Forza Italia e Azione
C’è un’altra sfida appassionante, relativa a chi ottiene più voti tra Forza Italia e Azione. I sondaggi non sono stati univoci nelle scorse settimane. Silvio Berlusconi da un lato e Carlo Calenda e Matteo Renzi dall’altro puntano entrambi alla doppia cifra, sebbene possa rivelarsi velleitaria per entrambi i partiti.
Lega versus Forza Italia
All’interno della coalizione di centro-destra, chi otterrà la seconda posizione? La Lega ci crede e spera, Forza Italia confida nella sorpresa. Ma, soprattutto, a quale percentuale si attesterà il partito dietro a Fratelli d’Italia? Anche in questo caso c’è in gioco il raggiungimento della doppia cifra.
PD e soglia 20%
Il PD ottenne meno del 20% alle elezioni del 2018. Replicare tale pessimo risultato sarebbe visto assai negativamente al Nazareno, dove il timore sembra essere proprio questo. Anche perché, con questa legge elettorale, percentuali troppo basse rischiano di lasciare a bocca asciutta sull’assegnazione dei seggi con l’uninominale. Gli alleati del PD – Luigi Di Maio, Angelo Bonelli, Nicola Fratoianni ed Emma Bonino – sono accreditati di consensi troppo bassi per poter compensare un’eventuale defaillance del PD.

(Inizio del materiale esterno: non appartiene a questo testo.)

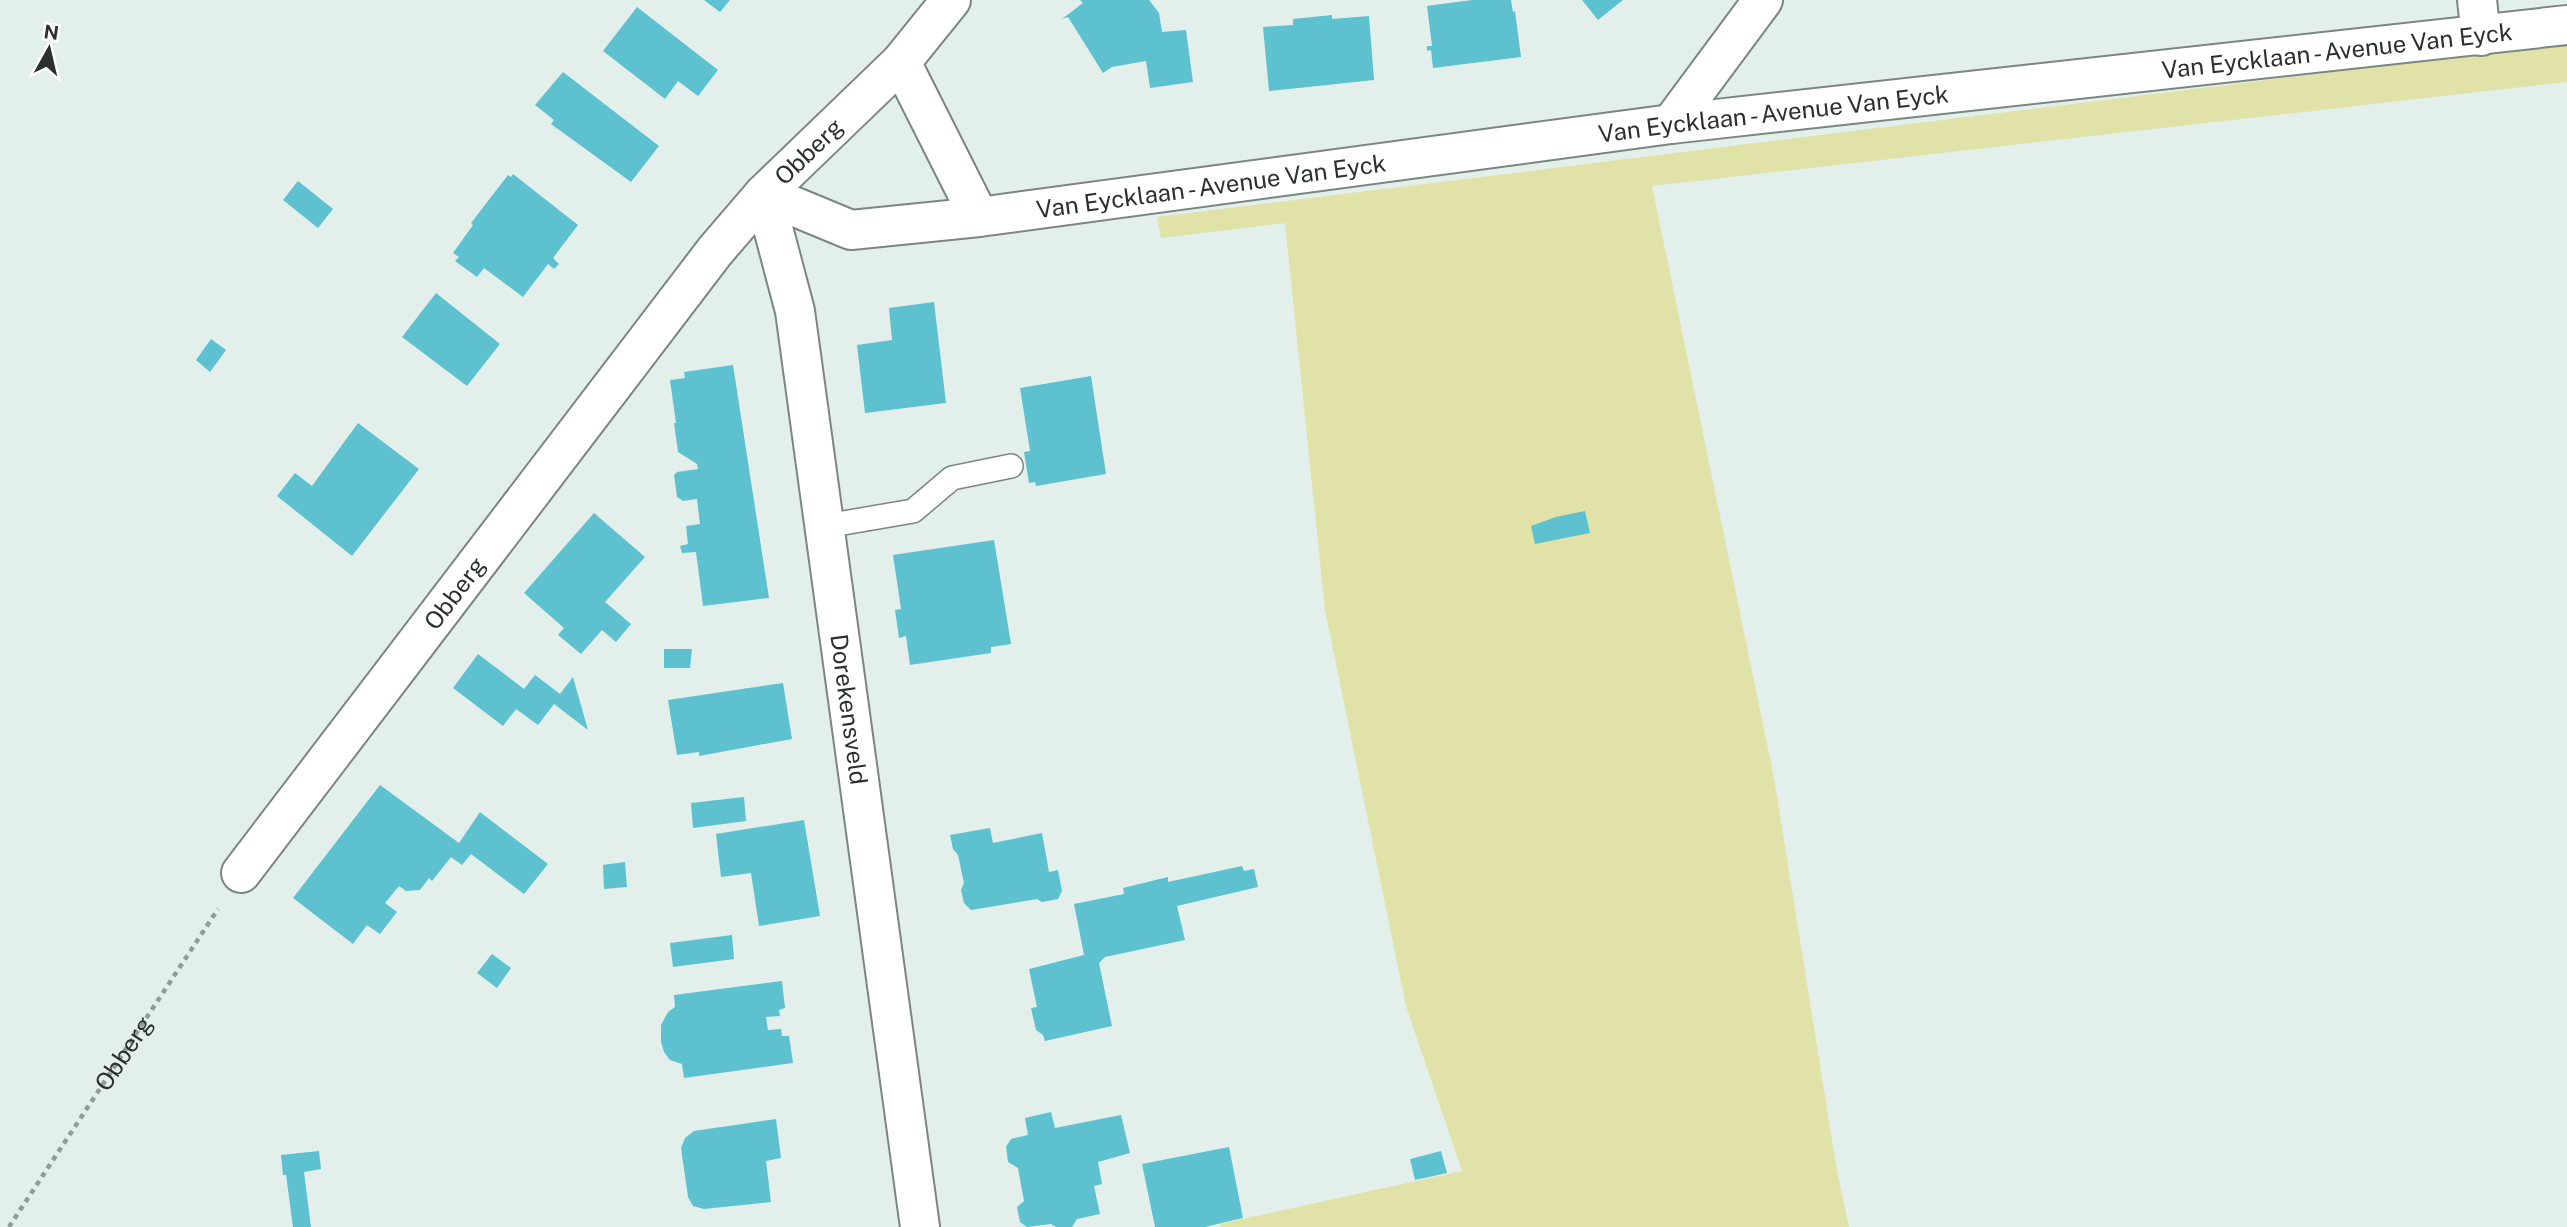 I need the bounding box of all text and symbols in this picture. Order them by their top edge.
north arrow [14,14,84,84]
street label: Van Eycklaan - Avenue Van Eyck [2160,17,2514,84]
text: N [42,20,60,44]
street label: Van Eycklaan - Avenue Van Eyck [1596,79,1950,148]
street label: Obberg [769,112,848,190]
street label: Van Eycklaan - Avenue Van Eyck [1035,148,1388,223]
street label: Obberg [418,551,491,635]
street label: Dorekensveld [825,632,873,786]
street label: Obberg [89,1011,158,1096] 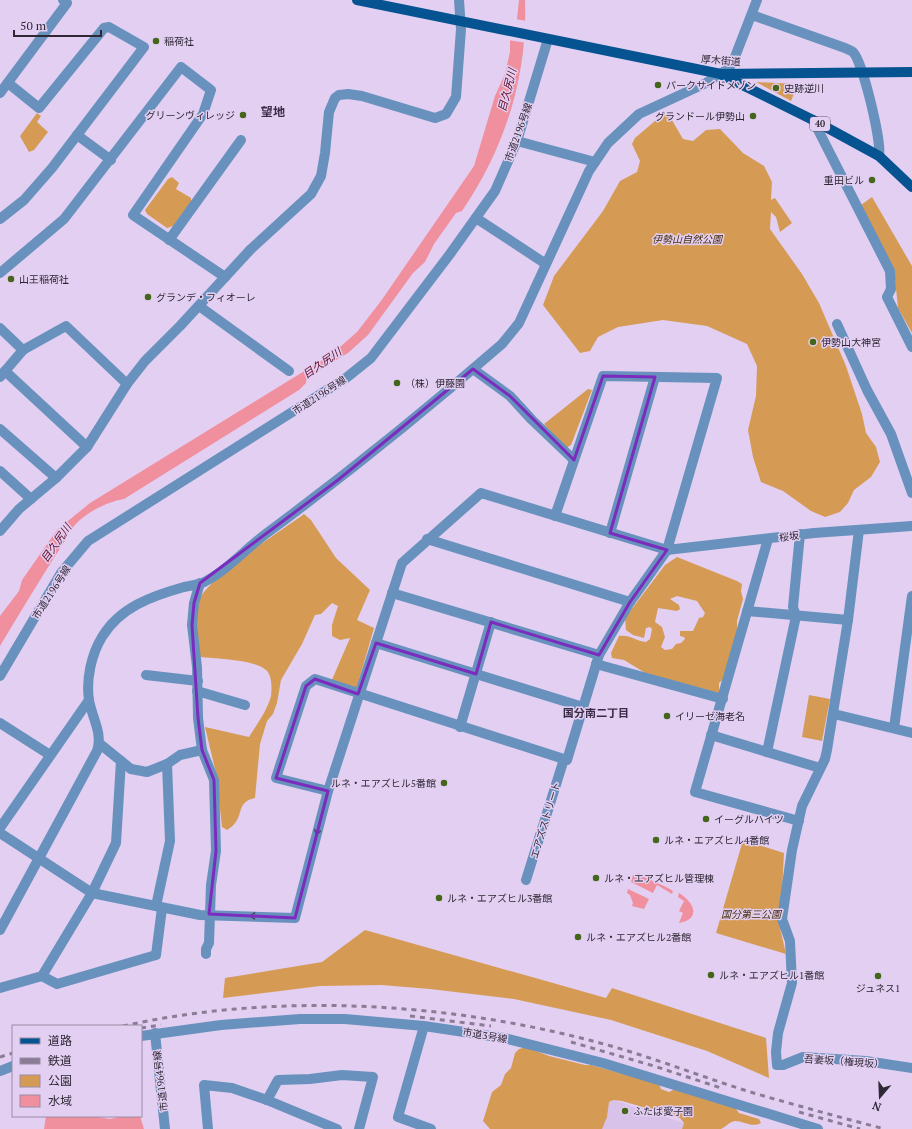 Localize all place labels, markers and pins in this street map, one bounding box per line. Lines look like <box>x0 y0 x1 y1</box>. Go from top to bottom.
place label: 稲荷社 <box>164 35 194 48</box>
marker: 稲荷社 <box>151 36 161 46</box>
place label: パークサイドメゾン <box>666 79 756 92</box>
marker: パークサイドメゾン <box>653 80 663 90</box>
place label: 史跡逆川 <box>784 82 824 95</box>
marker: 史跡逆川 <box>771 83 781 93</box>
place label: グリーンヴィレッジ <box>146 109 235 122</box>
marker: グリーンヴィレッジ <box>238 110 248 120</box>
place label: グランドール伊勢山 <box>655 110 745 123</box>
marker: グランドール伊勢山 <box>748 111 758 121</box>
place label: 重田ビル <box>824 174 864 187</box>
marker: 重田ビル <box>867 175 877 185</box>
place label: 山王稲荷社 <box>19 273 69 286</box>
marker: 山王稲荷社 <box>6 274 16 284</box>
place label: グランデ・フィオーレ <box>156 291 256 304</box>
marker: グランデ・フィオーレ <box>143 292 153 302</box>
place label: 伊勢山大神宮 <box>821 336 881 349</box>
marker: 伊勢山大神宮 <box>808 337 818 347</box>
place label: （株）伊藤園 <box>405 377 465 390</box>
marker: （株）伊藤園 <box>392 378 402 388</box>
place label: イリーゼ海老名 <box>675 710 745 723</box>
marker: イリーゼ海老名 <box>662 711 672 721</box>
place label: ルネ・エアズヒル5番館 <box>331 777 436 790</box>
marker: ルネ・エアズヒル5番館 <box>439 778 449 788</box>
place label: イーグルハイツ <box>714 813 784 826</box>
marker: イーグルハイツ <box>701 814 711 824</box>
place label: ルネ・エアズヒル4番館 <box>664 834 769 847</box>
marker: ルネ・エアズヒル4番館 <box>651 835 661 845</box>
place label: ルネ・エアズヒル管理棟 <box>604 872 714 885</box>
marker: ルネ・エアズヒル管理棟 <box>591 873 601 883</box>
place label: ルネ・エアズヒル3番館 <box>447 892 552 905</box>
marker: ルネ・エアズヒル3番館 <box>434 893 444 903</box>
place label: ルネ・エアズヒル2番館 <box>586 931 691 944</box>
marker: ルネ・エアズヒル2番館 <box>573 932 583 942</box>
place label: ルネ・エアズヒル1番館 <box>719 969 824 982</box>
marker: ルネ・エアズヒル1番館 <box>706 970 716 980</box>
marker: ジュネス1 <box>873 971 883 981</box>
place label: ジュネス1 <box>856 982 900 995</box>
place label: ふたば愛子園 <box>633 1105 693 1118</box>
marker: ふたば愛子園 <box>620 1106 630 1116</box>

Quale maggioranza per chi vince
Infine, già gli exit poll potrebbero iniziare a delineare le dimensioni della vittoria di una delle coalizioni in campo. Bisogna conquistare almeno 201 seggi alla Camera e 101 al Senato. Ma da settimane gli analisti guardano a un altro dato: i due terzi di ciascun ramo del Parlamento. Con 267 deputati e 133 senatori, teoricamente il vincitore avrebbe la maggioranza sufficiente per riformare da solo la Costituzione senza dover indire alcun referendum. Tale risultato appare obiettivamente difficilissimo da raggiungersi per chicchessia, ma più una coalizione vi si avvicinerà e più sarà forte in vista di possibili riforme costituzionali in cantiere.